◆ Entries taken from a collection
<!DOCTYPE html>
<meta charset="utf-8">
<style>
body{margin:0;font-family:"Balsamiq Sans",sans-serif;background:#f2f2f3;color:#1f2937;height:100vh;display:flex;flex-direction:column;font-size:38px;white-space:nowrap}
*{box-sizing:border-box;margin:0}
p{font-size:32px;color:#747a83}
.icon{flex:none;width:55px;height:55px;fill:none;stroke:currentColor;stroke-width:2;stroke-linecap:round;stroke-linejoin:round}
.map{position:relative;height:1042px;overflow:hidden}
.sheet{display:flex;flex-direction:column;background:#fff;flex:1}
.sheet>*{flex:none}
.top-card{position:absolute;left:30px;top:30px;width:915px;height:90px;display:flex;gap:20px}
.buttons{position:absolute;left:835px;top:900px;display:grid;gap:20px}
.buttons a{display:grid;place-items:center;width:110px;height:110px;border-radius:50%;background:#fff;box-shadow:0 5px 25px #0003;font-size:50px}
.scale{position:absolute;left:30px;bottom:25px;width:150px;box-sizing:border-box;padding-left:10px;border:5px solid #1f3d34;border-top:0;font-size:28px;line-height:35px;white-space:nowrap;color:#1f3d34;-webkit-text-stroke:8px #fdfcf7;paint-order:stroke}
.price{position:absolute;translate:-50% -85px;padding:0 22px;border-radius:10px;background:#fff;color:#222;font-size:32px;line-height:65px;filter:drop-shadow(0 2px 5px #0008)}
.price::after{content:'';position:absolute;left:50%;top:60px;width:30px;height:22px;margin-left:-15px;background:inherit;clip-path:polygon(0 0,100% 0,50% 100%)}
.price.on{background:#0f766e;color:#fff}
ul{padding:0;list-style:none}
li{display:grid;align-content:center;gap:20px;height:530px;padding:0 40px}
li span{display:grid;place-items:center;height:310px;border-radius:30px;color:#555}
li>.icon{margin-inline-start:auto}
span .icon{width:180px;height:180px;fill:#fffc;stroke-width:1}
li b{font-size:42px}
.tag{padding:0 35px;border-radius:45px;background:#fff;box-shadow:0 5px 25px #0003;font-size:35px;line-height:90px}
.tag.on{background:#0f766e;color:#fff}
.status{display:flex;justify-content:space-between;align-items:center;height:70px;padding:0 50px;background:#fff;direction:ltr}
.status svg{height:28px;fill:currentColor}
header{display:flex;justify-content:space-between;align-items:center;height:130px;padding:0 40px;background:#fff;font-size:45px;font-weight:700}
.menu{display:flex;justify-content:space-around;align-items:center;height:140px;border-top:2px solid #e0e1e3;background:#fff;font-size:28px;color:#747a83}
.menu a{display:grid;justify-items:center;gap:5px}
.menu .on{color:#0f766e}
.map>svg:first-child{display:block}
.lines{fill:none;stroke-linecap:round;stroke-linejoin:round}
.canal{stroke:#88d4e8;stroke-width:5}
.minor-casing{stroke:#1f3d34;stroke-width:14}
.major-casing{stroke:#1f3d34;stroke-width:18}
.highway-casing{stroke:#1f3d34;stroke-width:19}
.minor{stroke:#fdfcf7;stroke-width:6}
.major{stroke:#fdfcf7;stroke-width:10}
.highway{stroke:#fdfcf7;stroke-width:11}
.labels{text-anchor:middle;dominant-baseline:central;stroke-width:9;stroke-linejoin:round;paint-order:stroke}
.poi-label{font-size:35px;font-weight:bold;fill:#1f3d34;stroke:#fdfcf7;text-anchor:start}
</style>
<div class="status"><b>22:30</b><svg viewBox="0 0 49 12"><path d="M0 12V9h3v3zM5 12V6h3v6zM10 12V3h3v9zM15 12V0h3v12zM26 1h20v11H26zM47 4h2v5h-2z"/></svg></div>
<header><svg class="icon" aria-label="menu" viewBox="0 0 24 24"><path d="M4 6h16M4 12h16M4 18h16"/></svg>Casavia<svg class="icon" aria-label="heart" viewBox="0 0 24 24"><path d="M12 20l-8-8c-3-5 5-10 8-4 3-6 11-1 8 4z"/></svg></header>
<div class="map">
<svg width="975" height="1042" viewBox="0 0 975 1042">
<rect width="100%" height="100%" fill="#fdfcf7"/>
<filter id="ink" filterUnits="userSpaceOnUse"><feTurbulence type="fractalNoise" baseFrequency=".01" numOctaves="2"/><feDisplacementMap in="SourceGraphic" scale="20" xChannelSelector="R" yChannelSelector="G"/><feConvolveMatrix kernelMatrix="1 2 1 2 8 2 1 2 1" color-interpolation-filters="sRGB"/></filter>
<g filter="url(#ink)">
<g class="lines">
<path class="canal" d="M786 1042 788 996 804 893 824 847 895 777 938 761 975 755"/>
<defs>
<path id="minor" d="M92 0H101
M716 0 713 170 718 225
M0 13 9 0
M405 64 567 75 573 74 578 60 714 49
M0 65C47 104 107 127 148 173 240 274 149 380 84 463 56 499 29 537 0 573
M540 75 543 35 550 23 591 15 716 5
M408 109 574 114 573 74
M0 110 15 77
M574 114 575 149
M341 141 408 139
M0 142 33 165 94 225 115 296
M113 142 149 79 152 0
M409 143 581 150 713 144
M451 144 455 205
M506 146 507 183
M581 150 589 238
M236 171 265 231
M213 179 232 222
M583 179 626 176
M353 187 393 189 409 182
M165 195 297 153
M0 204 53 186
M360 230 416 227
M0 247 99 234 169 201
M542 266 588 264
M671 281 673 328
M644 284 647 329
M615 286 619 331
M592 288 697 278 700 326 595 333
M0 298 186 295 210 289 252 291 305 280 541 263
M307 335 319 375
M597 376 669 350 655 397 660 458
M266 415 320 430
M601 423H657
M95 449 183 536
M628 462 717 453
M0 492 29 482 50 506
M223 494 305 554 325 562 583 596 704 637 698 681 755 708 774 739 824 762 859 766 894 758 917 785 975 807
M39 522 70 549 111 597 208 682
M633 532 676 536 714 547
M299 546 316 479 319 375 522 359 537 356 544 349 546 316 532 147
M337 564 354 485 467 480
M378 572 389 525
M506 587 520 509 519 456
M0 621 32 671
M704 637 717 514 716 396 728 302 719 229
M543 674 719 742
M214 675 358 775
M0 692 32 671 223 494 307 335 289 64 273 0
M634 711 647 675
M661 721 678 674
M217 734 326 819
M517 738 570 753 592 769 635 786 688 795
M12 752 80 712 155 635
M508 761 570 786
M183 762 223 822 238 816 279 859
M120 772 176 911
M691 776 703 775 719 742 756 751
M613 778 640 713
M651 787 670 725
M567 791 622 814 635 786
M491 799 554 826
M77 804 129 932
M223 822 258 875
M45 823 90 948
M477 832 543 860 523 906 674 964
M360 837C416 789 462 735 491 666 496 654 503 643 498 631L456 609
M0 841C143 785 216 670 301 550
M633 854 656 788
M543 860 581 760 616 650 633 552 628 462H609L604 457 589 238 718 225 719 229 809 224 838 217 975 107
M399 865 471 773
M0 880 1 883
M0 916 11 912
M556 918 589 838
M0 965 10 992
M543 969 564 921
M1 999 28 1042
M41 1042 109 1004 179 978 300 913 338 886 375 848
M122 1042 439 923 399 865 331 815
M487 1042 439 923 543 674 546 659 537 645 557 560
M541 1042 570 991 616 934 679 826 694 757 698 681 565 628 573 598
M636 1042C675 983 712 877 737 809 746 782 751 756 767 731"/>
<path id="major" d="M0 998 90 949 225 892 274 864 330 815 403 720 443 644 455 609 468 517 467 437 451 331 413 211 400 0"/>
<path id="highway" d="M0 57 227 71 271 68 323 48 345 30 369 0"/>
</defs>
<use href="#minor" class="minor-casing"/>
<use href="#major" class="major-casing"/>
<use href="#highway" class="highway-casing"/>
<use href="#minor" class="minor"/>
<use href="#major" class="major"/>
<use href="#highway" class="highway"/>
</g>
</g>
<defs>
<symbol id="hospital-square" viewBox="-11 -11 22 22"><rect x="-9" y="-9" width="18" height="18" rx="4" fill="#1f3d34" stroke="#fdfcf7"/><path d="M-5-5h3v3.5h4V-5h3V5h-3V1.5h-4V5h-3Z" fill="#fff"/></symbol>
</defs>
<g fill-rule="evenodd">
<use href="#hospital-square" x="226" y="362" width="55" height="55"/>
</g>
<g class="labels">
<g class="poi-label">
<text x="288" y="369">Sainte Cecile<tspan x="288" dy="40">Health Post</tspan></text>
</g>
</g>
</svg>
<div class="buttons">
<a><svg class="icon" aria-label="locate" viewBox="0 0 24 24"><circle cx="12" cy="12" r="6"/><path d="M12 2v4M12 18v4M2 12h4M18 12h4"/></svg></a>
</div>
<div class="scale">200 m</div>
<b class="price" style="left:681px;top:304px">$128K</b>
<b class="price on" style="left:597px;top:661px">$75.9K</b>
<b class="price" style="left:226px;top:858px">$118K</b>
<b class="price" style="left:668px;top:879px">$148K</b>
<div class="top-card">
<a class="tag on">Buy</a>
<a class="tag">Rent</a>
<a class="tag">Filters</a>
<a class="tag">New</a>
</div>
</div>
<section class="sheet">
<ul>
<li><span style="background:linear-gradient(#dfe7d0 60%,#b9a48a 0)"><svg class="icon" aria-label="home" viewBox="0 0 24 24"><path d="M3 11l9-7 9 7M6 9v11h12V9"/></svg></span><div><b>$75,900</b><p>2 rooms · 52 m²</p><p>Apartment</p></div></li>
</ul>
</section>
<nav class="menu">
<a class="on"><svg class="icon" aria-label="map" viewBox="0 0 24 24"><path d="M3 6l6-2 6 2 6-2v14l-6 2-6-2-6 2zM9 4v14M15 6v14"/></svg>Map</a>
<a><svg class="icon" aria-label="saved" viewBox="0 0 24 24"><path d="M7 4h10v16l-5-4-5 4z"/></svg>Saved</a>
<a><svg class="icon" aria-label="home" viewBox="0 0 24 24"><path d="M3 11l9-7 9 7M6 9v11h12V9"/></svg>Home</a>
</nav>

◆ YOUR TASK
Now copy each line of the entries that mentions "labels".

◆ ANSWER TO THE PROBLEM
.labels{text-anchor:middle;dominant-baseline:central;stroke-width:9;stroke-linejoin:round;paint-order:stroke}
<g class="labels">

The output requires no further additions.